Tanzfilme gerieten in letzter Zeit etwas seicht: Es ging meist um die Auseinandersetzungen und Battles zwischen Ballett- und Hip-Hop-Tänzern - dazu eine Teenager-Liebesgeschichte. "Als wir tanzten" ist erfreulich anders.

Die Studenten der Tanzschule für das georgische Nationalensemble üben hart, haben nur ein Ziel: Profitänzer in dieser folkloristischen Kompagnie zu werden. "Im georgischen Tanz gibt es keine Sexualität", stellt Merabs Trainer gleich bei den Proben zu Beginn des Films fest. Und doch geht es genau darum. Homosexualität ist in dieser Gesellschaft nicht geduldet, ein Tänzer wurde deshalb aus dem Ensemble geworfen und zur "Umerziehung" in ein Kloster geschickt - wird getuschelt. Merab (Levan Gelbakhiani) kämpft besonders um seine Karriere: Tagsüber trainiert er, abends arbeitet er als Kellner, um seinen Beitrag zum sehr ärmlichen Familienbudget zu leisten. Dann wird ein Platz im Profi-Ensemble frei, und Merab muss mit dem Neuling Irakli (Bachi Valishvili) wetteifern, der nicht nur talentiert, sondern auch charismatisch ist. Sie sind Konkurrenten, bald aber auch ein Paar, das dem traditionellen Erbe des georgischen Tanzes entgegensteht.

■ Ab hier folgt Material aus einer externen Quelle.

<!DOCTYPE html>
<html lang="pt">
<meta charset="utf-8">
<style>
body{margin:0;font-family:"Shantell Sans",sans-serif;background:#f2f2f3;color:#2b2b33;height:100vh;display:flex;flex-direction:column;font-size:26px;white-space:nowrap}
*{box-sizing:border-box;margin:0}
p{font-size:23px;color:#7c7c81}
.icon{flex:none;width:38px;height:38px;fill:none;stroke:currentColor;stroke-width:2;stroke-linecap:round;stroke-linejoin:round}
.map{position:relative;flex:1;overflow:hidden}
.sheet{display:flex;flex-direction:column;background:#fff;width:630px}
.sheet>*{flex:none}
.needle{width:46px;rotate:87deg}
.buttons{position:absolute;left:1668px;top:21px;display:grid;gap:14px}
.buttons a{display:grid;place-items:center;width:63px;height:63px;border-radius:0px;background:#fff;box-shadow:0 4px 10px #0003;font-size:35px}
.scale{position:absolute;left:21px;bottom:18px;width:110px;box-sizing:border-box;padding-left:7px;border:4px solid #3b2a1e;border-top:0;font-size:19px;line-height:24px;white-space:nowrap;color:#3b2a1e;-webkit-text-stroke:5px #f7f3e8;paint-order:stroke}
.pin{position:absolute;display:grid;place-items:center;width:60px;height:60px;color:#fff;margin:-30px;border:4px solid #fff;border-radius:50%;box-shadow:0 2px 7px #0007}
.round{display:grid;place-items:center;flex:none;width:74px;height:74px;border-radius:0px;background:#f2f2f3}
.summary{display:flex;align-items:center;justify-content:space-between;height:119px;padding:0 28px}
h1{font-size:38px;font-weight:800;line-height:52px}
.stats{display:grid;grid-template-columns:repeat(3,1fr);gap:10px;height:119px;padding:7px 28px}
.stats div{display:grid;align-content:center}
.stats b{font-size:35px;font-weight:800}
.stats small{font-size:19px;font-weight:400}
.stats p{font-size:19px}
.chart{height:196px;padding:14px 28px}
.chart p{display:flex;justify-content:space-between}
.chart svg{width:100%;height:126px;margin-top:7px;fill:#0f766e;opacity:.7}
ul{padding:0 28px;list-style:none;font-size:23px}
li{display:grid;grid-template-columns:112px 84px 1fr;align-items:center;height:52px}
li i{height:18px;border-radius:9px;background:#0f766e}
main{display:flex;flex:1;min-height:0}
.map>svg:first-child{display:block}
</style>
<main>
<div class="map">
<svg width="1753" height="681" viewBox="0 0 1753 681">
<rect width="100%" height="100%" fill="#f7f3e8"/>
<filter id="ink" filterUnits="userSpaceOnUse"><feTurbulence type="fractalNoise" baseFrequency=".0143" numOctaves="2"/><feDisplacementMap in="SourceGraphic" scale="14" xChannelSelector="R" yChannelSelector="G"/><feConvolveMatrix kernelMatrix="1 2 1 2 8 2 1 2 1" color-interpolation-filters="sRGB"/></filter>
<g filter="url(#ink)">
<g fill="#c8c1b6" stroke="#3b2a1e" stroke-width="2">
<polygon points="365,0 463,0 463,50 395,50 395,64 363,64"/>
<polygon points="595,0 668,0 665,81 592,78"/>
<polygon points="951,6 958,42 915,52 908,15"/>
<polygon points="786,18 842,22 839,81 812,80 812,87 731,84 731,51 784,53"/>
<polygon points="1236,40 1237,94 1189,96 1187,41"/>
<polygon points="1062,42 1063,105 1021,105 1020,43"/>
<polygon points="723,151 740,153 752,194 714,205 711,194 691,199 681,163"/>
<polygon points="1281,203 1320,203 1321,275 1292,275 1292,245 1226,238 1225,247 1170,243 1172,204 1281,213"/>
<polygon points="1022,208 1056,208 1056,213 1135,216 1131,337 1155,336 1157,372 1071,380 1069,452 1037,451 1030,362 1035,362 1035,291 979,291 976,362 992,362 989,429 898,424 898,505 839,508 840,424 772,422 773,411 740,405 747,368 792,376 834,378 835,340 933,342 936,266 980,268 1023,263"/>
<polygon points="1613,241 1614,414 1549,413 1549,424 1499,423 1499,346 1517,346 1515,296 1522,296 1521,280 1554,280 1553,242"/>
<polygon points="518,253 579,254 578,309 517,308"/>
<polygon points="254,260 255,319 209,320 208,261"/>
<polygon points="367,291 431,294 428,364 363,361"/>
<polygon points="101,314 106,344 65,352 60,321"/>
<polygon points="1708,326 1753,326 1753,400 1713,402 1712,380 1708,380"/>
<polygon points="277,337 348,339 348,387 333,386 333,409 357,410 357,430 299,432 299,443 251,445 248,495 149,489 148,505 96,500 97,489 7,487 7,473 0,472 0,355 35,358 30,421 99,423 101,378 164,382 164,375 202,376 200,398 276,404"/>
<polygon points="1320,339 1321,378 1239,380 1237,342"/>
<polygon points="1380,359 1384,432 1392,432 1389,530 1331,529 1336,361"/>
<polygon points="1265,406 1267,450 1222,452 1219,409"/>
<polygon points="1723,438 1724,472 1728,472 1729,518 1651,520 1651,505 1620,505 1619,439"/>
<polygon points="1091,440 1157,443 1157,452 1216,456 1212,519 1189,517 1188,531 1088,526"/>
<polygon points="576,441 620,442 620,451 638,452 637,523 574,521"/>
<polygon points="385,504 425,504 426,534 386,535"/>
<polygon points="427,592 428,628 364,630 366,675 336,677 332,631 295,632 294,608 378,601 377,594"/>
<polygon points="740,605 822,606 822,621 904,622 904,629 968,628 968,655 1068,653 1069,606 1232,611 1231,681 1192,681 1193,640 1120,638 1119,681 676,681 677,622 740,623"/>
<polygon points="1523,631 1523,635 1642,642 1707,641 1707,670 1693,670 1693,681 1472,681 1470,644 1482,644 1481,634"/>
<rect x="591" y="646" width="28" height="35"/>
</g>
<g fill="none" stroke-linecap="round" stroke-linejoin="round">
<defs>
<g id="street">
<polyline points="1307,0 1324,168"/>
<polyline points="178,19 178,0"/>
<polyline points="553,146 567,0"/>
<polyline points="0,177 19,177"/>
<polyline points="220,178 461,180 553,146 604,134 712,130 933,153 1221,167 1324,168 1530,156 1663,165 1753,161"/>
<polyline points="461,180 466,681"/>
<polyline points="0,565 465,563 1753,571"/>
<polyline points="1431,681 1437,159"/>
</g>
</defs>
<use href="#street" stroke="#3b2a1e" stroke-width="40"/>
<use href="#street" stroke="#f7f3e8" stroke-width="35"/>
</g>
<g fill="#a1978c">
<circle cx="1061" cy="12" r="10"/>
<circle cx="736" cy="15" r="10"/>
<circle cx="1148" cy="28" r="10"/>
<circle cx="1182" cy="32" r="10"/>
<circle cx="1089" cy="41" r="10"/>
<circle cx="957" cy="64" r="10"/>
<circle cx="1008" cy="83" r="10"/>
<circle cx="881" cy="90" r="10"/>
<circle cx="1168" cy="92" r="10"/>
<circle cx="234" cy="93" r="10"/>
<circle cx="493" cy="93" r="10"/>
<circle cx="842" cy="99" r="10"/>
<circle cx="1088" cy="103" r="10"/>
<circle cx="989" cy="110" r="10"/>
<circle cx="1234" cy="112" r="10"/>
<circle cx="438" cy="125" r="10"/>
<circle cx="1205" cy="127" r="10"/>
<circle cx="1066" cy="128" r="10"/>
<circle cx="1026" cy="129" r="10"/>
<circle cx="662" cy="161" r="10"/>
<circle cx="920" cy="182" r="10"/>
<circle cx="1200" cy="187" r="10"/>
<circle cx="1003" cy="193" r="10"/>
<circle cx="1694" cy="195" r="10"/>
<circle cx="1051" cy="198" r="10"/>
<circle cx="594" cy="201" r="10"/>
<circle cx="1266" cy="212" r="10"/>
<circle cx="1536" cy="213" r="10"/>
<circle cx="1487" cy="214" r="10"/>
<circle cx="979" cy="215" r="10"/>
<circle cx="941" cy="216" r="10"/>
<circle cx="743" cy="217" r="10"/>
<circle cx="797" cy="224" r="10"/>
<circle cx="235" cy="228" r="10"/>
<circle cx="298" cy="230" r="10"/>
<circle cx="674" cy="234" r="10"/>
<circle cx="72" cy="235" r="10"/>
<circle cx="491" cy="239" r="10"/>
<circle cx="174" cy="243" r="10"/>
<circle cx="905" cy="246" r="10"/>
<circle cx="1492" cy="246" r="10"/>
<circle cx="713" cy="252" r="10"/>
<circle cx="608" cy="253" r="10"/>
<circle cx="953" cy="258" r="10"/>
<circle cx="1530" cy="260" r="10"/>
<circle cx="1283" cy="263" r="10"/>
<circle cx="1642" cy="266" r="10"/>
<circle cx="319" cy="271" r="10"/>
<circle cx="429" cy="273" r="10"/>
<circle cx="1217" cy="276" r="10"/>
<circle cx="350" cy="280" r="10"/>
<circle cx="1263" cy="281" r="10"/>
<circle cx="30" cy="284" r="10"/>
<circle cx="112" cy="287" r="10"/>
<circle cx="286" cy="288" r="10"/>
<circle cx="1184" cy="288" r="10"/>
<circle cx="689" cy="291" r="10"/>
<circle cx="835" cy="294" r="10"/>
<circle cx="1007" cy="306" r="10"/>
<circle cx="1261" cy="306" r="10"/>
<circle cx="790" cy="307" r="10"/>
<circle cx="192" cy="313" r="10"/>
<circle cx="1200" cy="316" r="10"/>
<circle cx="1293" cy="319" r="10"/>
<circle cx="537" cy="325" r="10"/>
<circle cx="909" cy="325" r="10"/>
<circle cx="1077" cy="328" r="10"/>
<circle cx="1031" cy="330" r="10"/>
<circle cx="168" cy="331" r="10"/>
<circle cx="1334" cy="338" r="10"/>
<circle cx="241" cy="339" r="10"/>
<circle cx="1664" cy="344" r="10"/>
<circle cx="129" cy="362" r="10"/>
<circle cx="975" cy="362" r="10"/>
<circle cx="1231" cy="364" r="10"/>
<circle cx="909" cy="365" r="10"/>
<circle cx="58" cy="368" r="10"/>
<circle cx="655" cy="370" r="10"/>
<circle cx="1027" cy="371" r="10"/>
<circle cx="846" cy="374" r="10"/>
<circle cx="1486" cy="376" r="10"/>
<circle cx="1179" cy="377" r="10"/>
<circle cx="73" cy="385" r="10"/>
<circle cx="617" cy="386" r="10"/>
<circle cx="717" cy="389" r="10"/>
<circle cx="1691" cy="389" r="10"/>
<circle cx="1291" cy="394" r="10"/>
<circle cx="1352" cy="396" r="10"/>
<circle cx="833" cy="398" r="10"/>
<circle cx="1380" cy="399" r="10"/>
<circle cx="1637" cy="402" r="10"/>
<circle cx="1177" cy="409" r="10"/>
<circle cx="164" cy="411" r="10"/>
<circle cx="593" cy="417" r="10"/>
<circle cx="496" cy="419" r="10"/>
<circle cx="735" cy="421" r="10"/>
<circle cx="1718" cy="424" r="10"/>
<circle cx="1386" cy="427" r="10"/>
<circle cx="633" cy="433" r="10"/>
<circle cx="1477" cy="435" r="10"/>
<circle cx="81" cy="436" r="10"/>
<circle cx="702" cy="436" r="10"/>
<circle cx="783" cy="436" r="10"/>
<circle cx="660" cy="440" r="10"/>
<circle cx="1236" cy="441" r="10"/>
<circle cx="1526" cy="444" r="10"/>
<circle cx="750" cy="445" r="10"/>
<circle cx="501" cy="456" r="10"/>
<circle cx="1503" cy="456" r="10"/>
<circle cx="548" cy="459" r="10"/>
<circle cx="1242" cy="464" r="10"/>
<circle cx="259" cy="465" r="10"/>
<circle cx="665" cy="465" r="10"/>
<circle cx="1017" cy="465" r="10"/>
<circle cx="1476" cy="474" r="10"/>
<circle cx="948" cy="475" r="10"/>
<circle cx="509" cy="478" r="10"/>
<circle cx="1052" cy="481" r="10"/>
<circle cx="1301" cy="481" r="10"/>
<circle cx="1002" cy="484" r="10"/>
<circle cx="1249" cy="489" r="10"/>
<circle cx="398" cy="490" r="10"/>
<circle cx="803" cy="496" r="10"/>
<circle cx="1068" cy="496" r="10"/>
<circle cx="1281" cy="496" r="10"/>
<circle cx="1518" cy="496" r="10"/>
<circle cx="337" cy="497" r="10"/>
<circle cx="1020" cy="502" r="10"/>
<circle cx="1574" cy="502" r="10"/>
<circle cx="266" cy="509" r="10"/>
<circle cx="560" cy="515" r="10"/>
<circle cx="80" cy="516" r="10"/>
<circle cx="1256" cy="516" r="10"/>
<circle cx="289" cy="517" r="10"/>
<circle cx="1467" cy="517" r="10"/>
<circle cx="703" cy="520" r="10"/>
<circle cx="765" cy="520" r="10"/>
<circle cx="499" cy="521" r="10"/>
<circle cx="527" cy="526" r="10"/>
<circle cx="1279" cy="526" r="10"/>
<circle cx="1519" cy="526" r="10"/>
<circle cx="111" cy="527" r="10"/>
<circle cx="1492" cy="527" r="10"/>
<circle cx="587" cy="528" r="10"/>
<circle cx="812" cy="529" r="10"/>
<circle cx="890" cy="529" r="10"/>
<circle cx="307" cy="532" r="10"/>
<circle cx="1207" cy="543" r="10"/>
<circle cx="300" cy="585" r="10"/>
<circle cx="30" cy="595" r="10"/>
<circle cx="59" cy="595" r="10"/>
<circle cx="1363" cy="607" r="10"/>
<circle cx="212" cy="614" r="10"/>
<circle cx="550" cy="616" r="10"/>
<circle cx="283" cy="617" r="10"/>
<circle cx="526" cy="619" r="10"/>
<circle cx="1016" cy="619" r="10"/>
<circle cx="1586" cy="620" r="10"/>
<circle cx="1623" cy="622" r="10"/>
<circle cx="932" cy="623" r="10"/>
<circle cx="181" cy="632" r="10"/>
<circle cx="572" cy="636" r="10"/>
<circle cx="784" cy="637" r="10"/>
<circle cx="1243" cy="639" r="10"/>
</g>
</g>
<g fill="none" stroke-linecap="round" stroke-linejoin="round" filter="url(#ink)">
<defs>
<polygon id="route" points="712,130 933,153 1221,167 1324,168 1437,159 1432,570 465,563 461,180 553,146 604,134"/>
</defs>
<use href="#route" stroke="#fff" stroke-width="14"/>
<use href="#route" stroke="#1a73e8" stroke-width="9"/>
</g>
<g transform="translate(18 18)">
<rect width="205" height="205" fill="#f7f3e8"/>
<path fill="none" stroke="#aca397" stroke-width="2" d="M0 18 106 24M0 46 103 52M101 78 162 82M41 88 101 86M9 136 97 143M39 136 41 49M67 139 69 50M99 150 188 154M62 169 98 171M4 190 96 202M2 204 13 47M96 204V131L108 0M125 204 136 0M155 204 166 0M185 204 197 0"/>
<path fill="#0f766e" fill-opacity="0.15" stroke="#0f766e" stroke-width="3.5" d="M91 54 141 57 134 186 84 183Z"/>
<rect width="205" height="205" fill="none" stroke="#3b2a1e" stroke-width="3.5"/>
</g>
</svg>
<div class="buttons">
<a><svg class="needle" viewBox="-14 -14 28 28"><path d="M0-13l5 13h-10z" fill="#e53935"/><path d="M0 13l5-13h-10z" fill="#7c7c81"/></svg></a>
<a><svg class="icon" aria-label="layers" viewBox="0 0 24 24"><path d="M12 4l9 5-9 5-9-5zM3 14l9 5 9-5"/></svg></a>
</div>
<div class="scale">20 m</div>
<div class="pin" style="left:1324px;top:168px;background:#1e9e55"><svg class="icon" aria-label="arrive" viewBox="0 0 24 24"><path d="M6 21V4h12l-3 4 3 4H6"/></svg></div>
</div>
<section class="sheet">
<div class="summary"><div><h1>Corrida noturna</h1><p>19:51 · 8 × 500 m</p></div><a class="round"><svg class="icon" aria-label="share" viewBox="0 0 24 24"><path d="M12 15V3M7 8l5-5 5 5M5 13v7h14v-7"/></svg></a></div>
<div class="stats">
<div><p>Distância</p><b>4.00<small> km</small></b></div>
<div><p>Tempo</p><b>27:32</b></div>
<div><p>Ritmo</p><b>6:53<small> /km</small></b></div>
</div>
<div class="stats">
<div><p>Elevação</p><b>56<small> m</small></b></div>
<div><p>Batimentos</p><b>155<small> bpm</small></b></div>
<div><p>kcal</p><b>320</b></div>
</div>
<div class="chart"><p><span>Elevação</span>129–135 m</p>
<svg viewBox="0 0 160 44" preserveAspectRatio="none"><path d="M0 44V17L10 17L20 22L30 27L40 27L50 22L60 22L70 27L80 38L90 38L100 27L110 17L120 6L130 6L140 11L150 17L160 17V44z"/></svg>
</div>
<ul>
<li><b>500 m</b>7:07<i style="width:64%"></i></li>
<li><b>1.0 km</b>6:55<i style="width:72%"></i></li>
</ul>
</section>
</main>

Der schwedisch-georgische Regisseur Levan Akin leistet Großartiges: Er hinterfragt nicht nur die veraltete Männerrolle, er kritisiert ebenso die homophobe Gesellschaft sowie rigide Politik und zeichnet das Bild einer Jugend, die aus diesen Zwängen ausbrechen will. Die Hauptdarsteller überzeugen durch schauspielerische Authentizität nebst ihrem Tanzkönnen.

In Cannes wurden der Film und Hauptdarsteller Levan Gelbakhiani gefeiert, in Georgien brauchten die Darsteller schon am Set Personenschutz und bei der Filmvorführung erst recht.